Символ – это машинный язык. Есть такая рыба корюшка. Она территориальная, и дерется со всеми рыбами, у который есть яркое красное пятно. И пятно гораздо важнее. Когда пятно закрашивали – она не дралась. Когда его рисовали на картонке, чисто символически похожей на рыбу – она нападала.

Откуда символы? Чтобы прописывать явления в программах, применяется язык описания через абстракцию, символ. Потому что проще, не нужно держать в сознании весь многомерный-многосложный объект – красное пятно, и достаточно. Поэтому символы в обществе. А поскольку люди тоже становятся программно-управляемыми, от того и символы в людях.

Машинные элементы должны быть функциональны и эффективны. Сами критерии функциональности и эффективности начинаются как объективные показатели, но по мере времени все более и более становятся показателями символьными и формальными.

Что у рыбки, в начале, то и у человека, в конце.

В поздних обществах символам уделяется огромное значение. Эстетика тоталитаризма – это эстетика символа. (От серпа и молота через свастику к доллару.)

Символ есть абстракция по сути. Одномерность имеет вершины и концентрируется в символах.

Символы – язык животных и машин.

Что противопоставляется символу? Ничего, символьность – это степень. Степень может только быть больше или меньше. Символ по возможности пытается слиться с числом, формализоваться машинно через число. А поздний человек массы может на число-символ восхищенно реагировать.

В позднем мире победившая технология вроде мы может обеспечить большинство человеческих потребностей. Вроде бы – на самом деле происходит наоборот. Нищета в наличии как раз при изобилии. Города становятся городами контрастов и т.д.

Материальное исчезает, потому что всё материальное переводится в символы – потому что символы понятнее, унифицированнее, и их проще хранить и обменивать.

Богатства и людей, и стран - во многом символьные. Символьные богатства от нищеты не помогают.

Символически-астрономические суммы хорошо смотрятся на символических счетах. Если их попробовать вытащить в материальный мир, всё это рассыпается. Металлическое золото обладает минимальной степенью символичности; но даже выброс этого золота обесценивает его ценность на выброшенную сумму.

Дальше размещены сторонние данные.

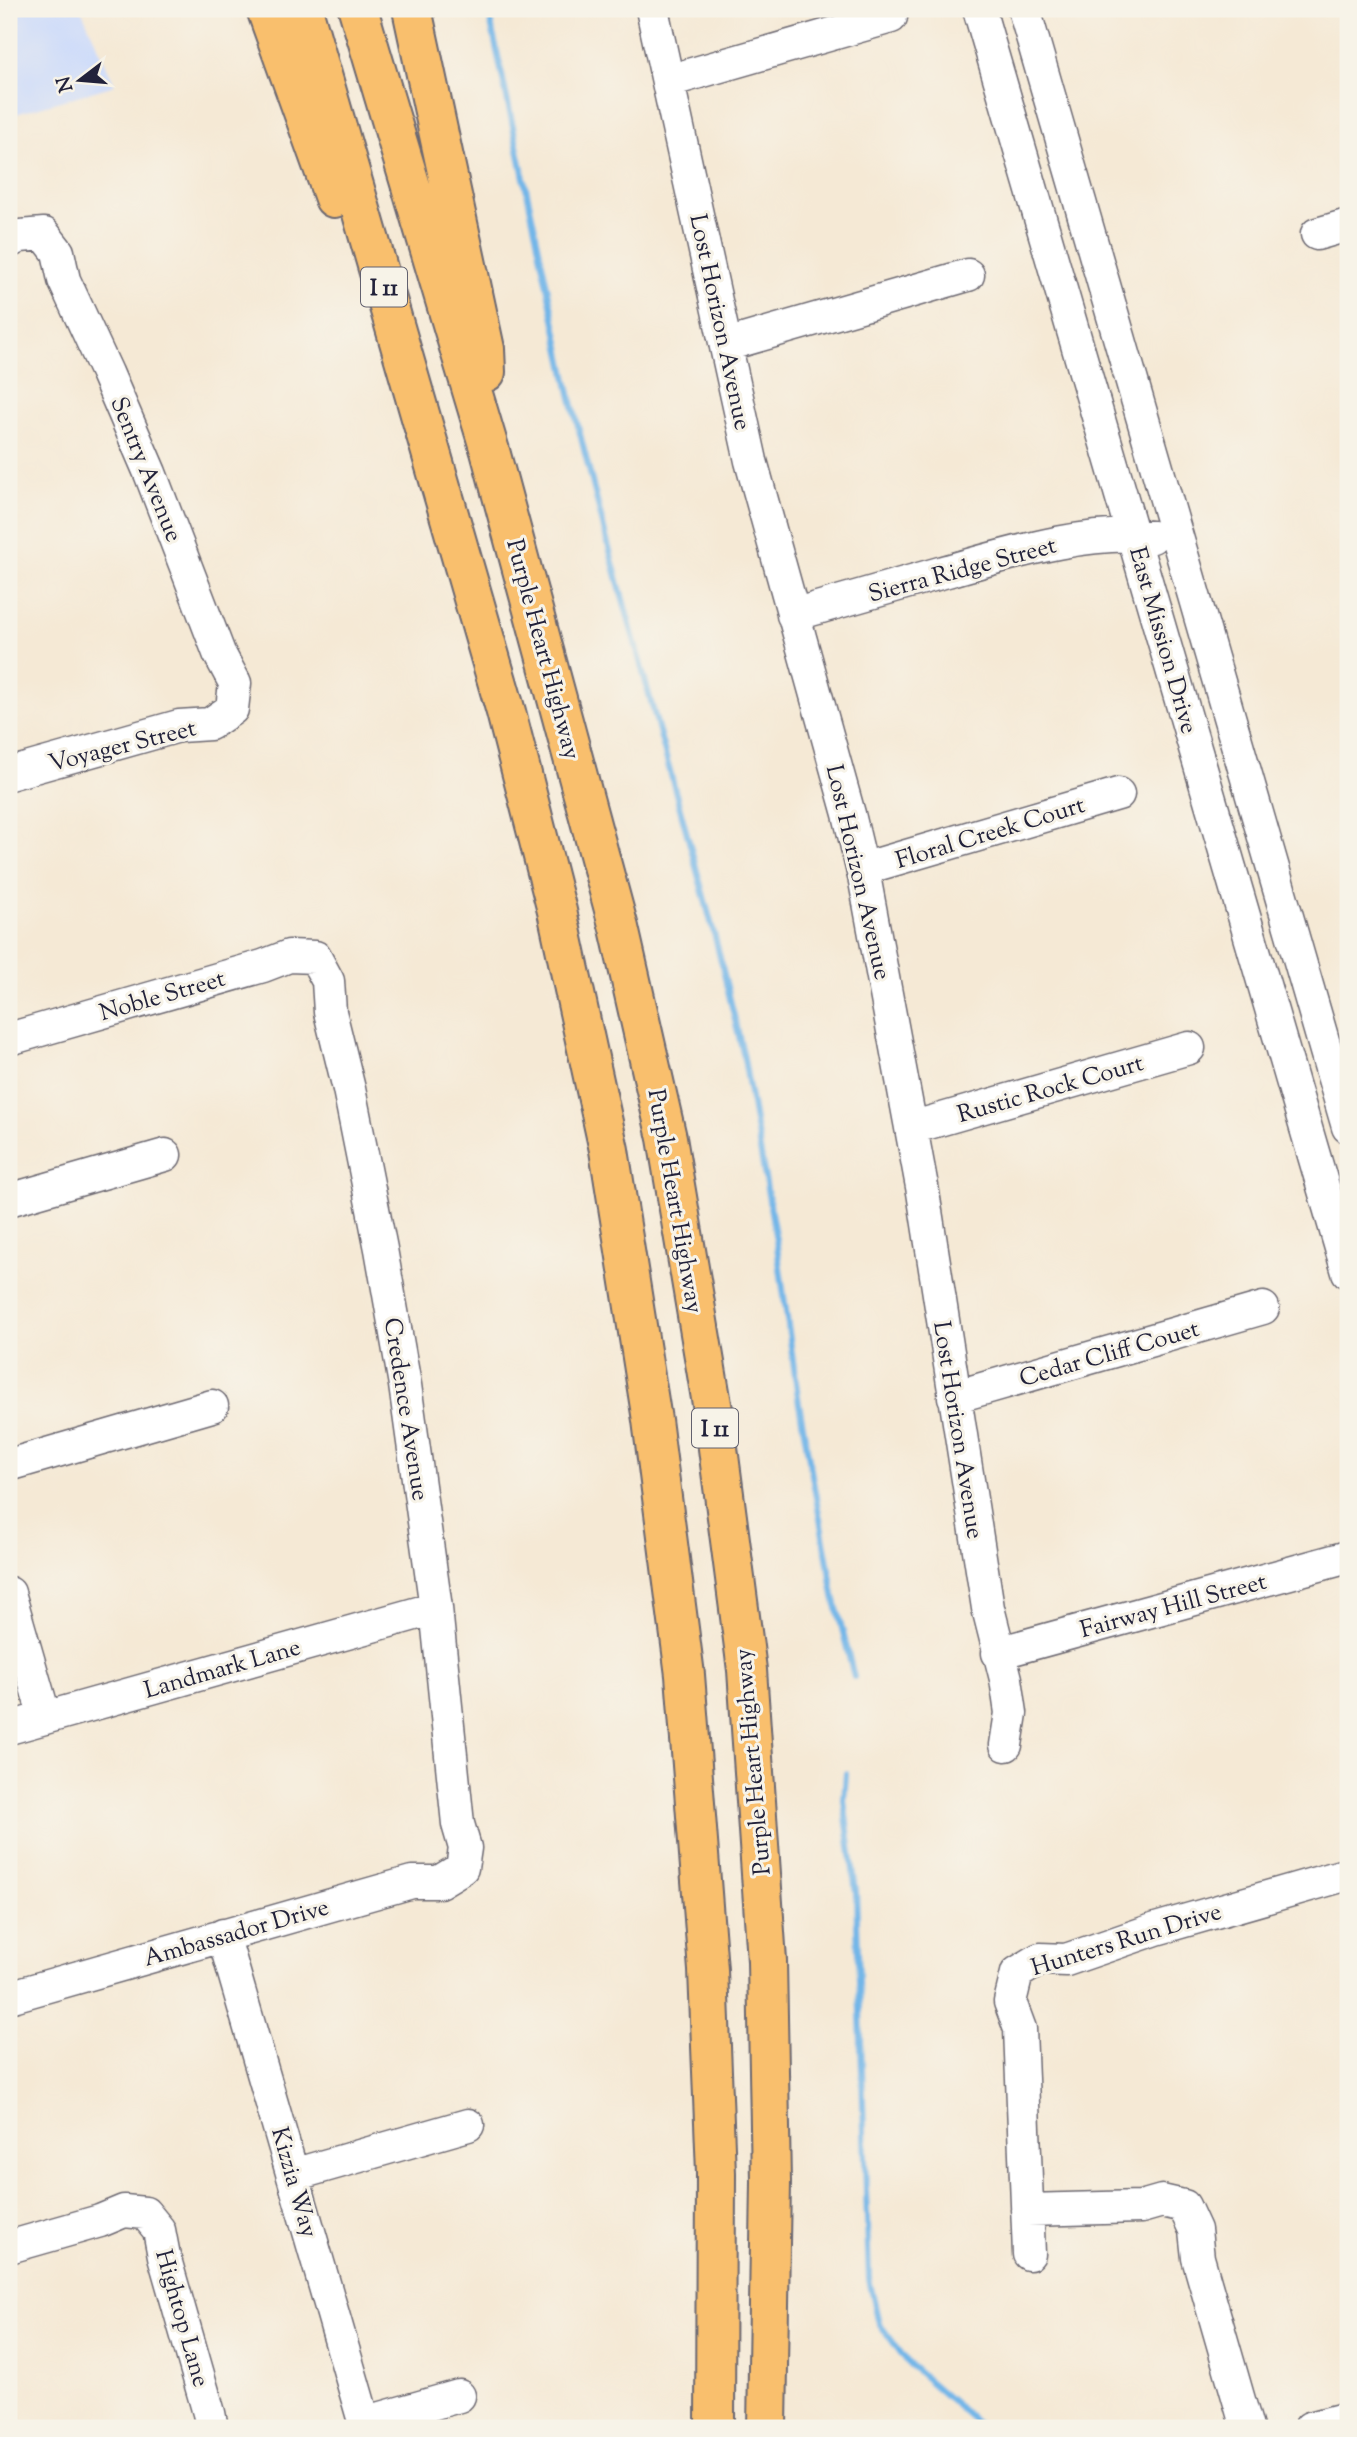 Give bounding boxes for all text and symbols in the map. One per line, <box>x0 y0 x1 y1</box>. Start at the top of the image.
north arrow <box>46 46 116 116</box>
text: N <box>51 73 81 95</box>
street label: Lost Horizon Avenue <box>680 211 759 434</box>
road number: I 11 <box>361 268 407 306</box>
street label: Sentry Avenue <box>101 392 190 547</box>
street label: Sierra Ridge Street <box>865 529 1060 612</box>
street label: Purple Heart Highway <box>496 535 588 764</box>
street label: East Mission Drive <box>1119 543 1205 738</box>
street label: Voyager Street <box>45 712 200 782</box>
street label: Lost Horizon Avenue <box>816 761 898 983</box>
street label: Floral Creek Court <box>892 789 1089 879</box>
street label: Noble Street <box>96 963 229 1031</box>
street label: Rustic Rock Court <box>954 1047 1148 1133</box>
street label: Purple Heart Highway <box>638 1087 710 1316</box>
street label: Cedar Cliff Couet <box>1016 1313 1203 1397</box>
street label: Credence Avenue <box>374 1315 436 1503</box>
street label: Lost Horizon Avenue <box>923 1319 991 1542</box>
road number: I 11 <box>692 1408 738 1448</box>
street label: Fairway Hill Street <box>1077 1566 1271 1648</box>
street label: Landmark Lane <box>140 1631 305 1709</box>
street label: Purple Heart Highway <box>727 1647 781 1876</box>
street label: Ambassador Drive <box>140 1891 333 1977</box>
street label: Hunters Run Drive <box>1027 1896 1226 1986</box>
street label: Kizzia Way <box>261 2123 325 2242</box>
street label: Hightop Lane <box>145 2246 217 2391</box>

Чем большими становятся деньги, тем более они становятся символическими; потому что они становятся неповоротливыми и начинают от всего зависеть. С другой стороны, государство делает деньги символическими, обладая возможностью их создания и контроля.

Люди в здоровом обществе менее склонны к символизму, чем в позднем нездоровом обществе или в недоразвитом обществе. Упрощенным и слабым мозгам проще работать с большей степенью символизма.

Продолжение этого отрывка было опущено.